In regression we saw that we could make this choice via cross-validation – we fit our model on a portion of the tree and then evaluated it on the left out portion. This is more difficult to conceptualize for trees. Specifically, with regression, we could look at different a priori submodels (i.e. subset of variables), fit the submodels to our random subsets of data, and calculate the cross-validation error for each submodel to choose the best one. For our decision trees, however, what would be our submodels be? We could consider different variables as input, but this wouldn’t control the size of the tree, which is a big source of over-fitting.
One strategy is to instead stop when the improvement
\[\frac{\min_{(j,c)}RSS(j, c )}{TSS}\]
is not very large. This would be the case when we are not
gaining all that much by splitting further. This is actually not a
very smart strategy. Why? Because you can actually sometimes split the data and get small amount of improvements, but because you were able to split the data there, it allows you to make another split later that adds a lot of improvement. Stopping the first time you see a small improvement would keep you from discovering that future improvement.
Regression and classification trees were invented by Leo Breiman from UC Berkeley. He also had a different approach for the tree size issue. He advocated against stopping the recursive partitioning algorithm. Instead, he recommends growing a full tree (or a very large tree), \(T_{\max}\), and then “pruning” back \(T_{\max}\) by cutting back lower level groupings. This allows you to avoid situations like above, where you miss a great split because of an early unpromising split. This “pruned” tree will be a subtree of the full tree.
How to Prune
The idea behind pruning a tree is to find a measure of how well a smaller (prunned) tree is fitting the data that doesn’t suffer from the issue that larger trees will always fit the training data better. If you think back to variable selection in regression, in addition to cross-validation, we also have measures in addition to cross-validation, like CP, AIC, and BIC, that didn’t involve resampling, but had a form \[R(\alpha)=RSS + \alpha k\] In other words, use RSS as a measure of fit, but penalize models with a large number of variables \(k\) by adding a term \(\alpha k\). Minimizing this quantity meant that smaller models with good fits could have a value \(R(\alpha)\) that was lower than bigger models.
Breiman proposed a similar strategy for measuring the fit of a potential subtree for pruning, but instead penalizing for the size of the tree rather than the number of variables. Namely, for a possible subtree \(T\), define \[\begin{equation*} R_{\alpha}(T) := RSS(T) + \alpha (TSS) |T| \end{equation*}\] where \(|T|\) is the number of terminal nodes of the tree \(T\). \(R_{\alpha}(T)\) is evaluated for all the possible subtrees, and the subtree with the smallest \(R_{\alpha}(T)\) is chosen. Since it depends on \(\alpha\), we will call the subtree that minimizes \(R_{\alpha}(T)\) \(T(\alpha)\).

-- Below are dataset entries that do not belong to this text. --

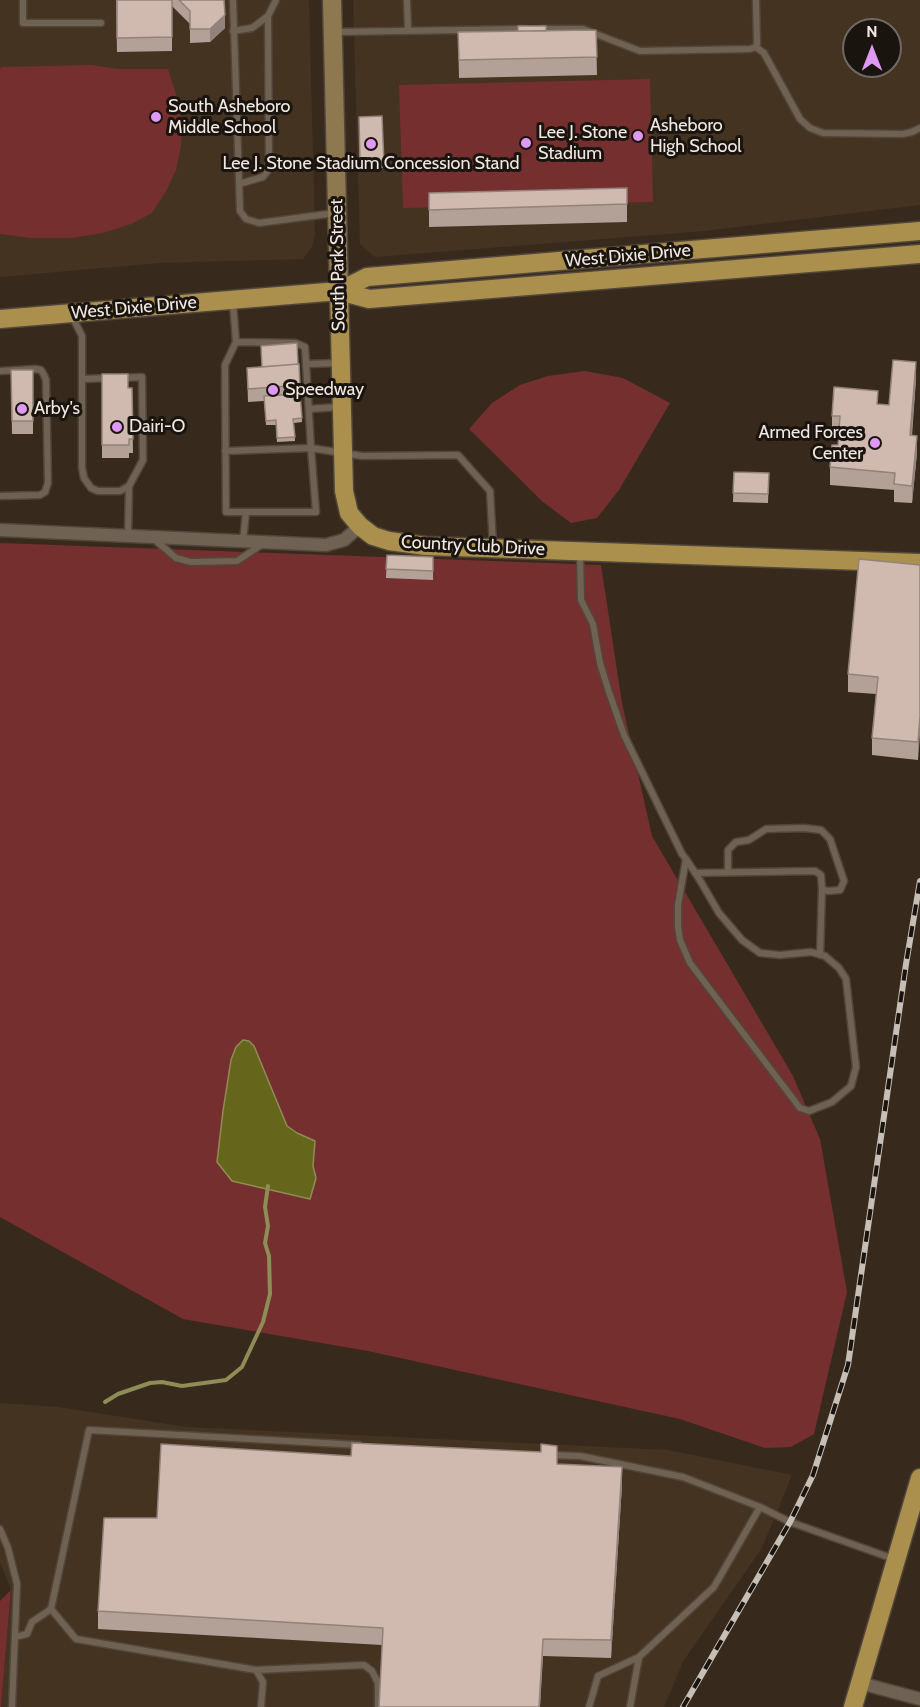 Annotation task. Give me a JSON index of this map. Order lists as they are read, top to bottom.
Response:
{
  "streets": {
    "main road": ["West Dixie Drive", "South Park Street", "Country Club Drive"]
  },
  "crossings": [
    ["West Dixie Drive", "South Park Street"],
    ["South Park Street", "Country Club Drive"]
  ],
  "places": [
    "South Asheboro Middle School",
    "Asheboro High School",
    "Lee J. Stone Stadium",
    "Lee J. Stone Stadium Concession Stand",
    "Speedway",
    "Arby's",
    "Dairi-O",
    "Armed Forces Center"
  ],
  "north": "top"
}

Obviously the number of possible subtrees and possible values of \(\alpha\) can be large, but there is an algorithm (weakest link cutting) that simplifies the process. In fact it can be shown that only a fixed number of \(\alpha_k\) values and the corresponding optimal \(T(\alpha_k)\) subtrees need to be considered. In other words you don’t need to consider all \(\alpha\) values, but only a fixed set of \(\alpha_k\) values and compare the fit of their optimal \(T(\alpha_k)\) subtree.

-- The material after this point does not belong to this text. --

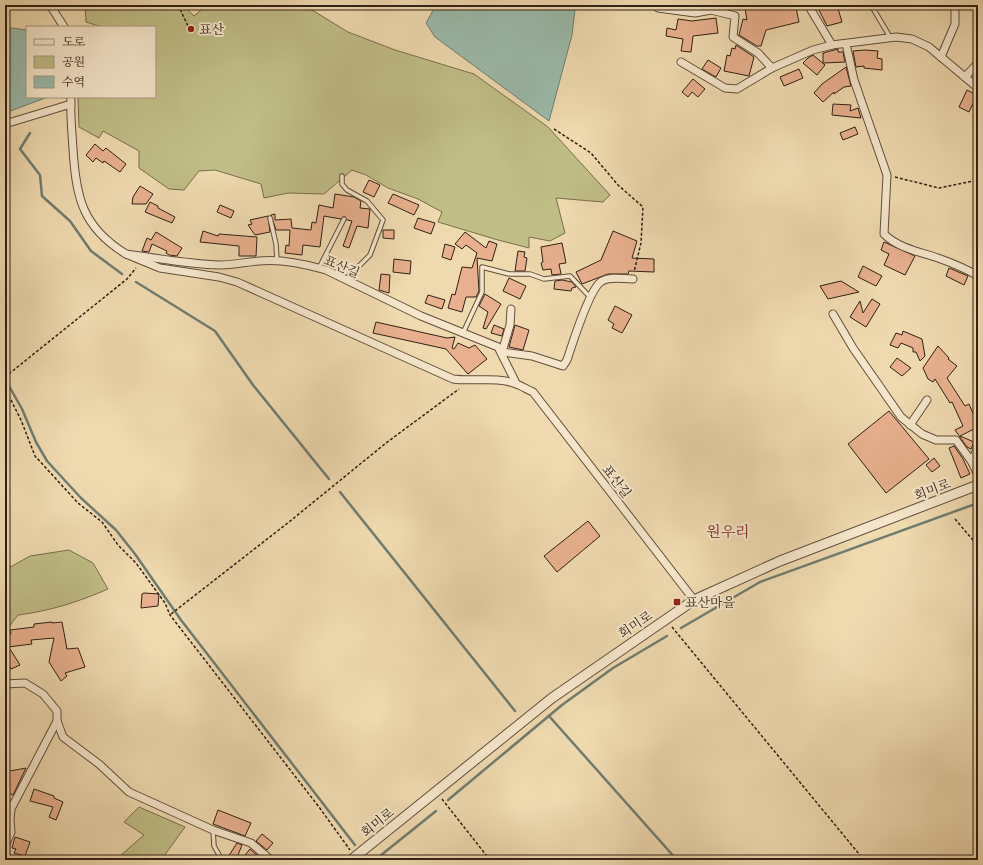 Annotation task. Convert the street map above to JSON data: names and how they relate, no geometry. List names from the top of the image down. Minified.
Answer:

After obtaining this sequence
of trees \(T(\alpha_1), T(\alpha_2), \dots\), the default choice in R is
to take \(\alpha* = 0.01\) and then generating the tree \(T(\alpha_k)\) for the \(\alpha_k\) closest to \(\alpha*\).68 The value of \(\alpha^*\) is set by the argument cp
in rpart
.
The \(printcp()\) function in R gives those fixed \(\alpha_k\) values for this data and also gives the number of splits of the subtrees \(T(\alpha_k)\) for each \(k\):
##
## Regression tree:
## rpart(formula = BODYFAT ~ AGE + WEIGHT + HEIGHT + CHEST + ABDOMEN +
## HIP + THIGH, data = body)
##
## Variables actually used in tree construction:
## [1] ABDOMEN HEIGHT
##
## Root node error: 17579/252 = 69.758
##
## n= 252
##
## CP nsplit rel error xerror xstd
## 1 0.484798 0 1.00000 1.01231 0.082170
## 2 0.094713 1 0.51520 0.62743 0.054181
## 3 0.085876 2 0.42049 0.53554 0.048519
## 4 0.024000 3 0.33461 0.40688 0.036850
## 5 0.023899 4 0.31061 0.41292 0.036841
## 6 0.012125 5 0.28672 0.37323 0.031539
## 7 0.010009 6 0.27459 0.37330 0.029112
## 8 0.010000 7 0.26458 0.38678 0.029401
Each row in the printcp
output corresponds to a different tree \(T(\alpha_k)\). Note that each tree has an increasing number of splits. This is a property of the \(T(\alpha_k)\) values, specifically that the best trees for each \(\alpha_k\) value will be nested within each other, so going from \(\alpha_k\) to \(\alpha_{k+1}\) corresponds to adding an additional split to one of the terminal nodes of \(T(\alpha_k)\).
Also given in the printcp
output are three other quantities:
rel error
: for a tree \(T\) this simply \(RSS(T)/TSS\). Because more deep trees have smaller RSS, this quantity will always decrease as we go down the column.xerror
: an accuracy measure calculated by 10-fold cross validation (and then divided by TSS). Notice before we mentioned the difficult in conceptualizing cross-validation. But now that we have the complexity parameter \(\alpha\), we can use this for cross-validation. Instead of changing the number of variables \(k\) and comparing the cross-validated error, we can change values of \(\alpha\), fit the corresponding tree on random subsets of the data, and evaluate the cross-validated error as to which value of \(\alpha\) is better. Notice that this quantity will be random (i.e., different runs of \(rpart()\) will result in different values forxerror
); this is because 10-fold cross-validation relies on randomly partitioning the data into 10 parts and the randomness of this partition results inxerror
being random.xstd
: The quantityxstd
provides a standard deviation for the random quantityxerror
. If we do not like the default choice of 0.01 for \(\alpha\), we can choose a higher value of \(\alpha\) using \(xerror\) and \(xstd\).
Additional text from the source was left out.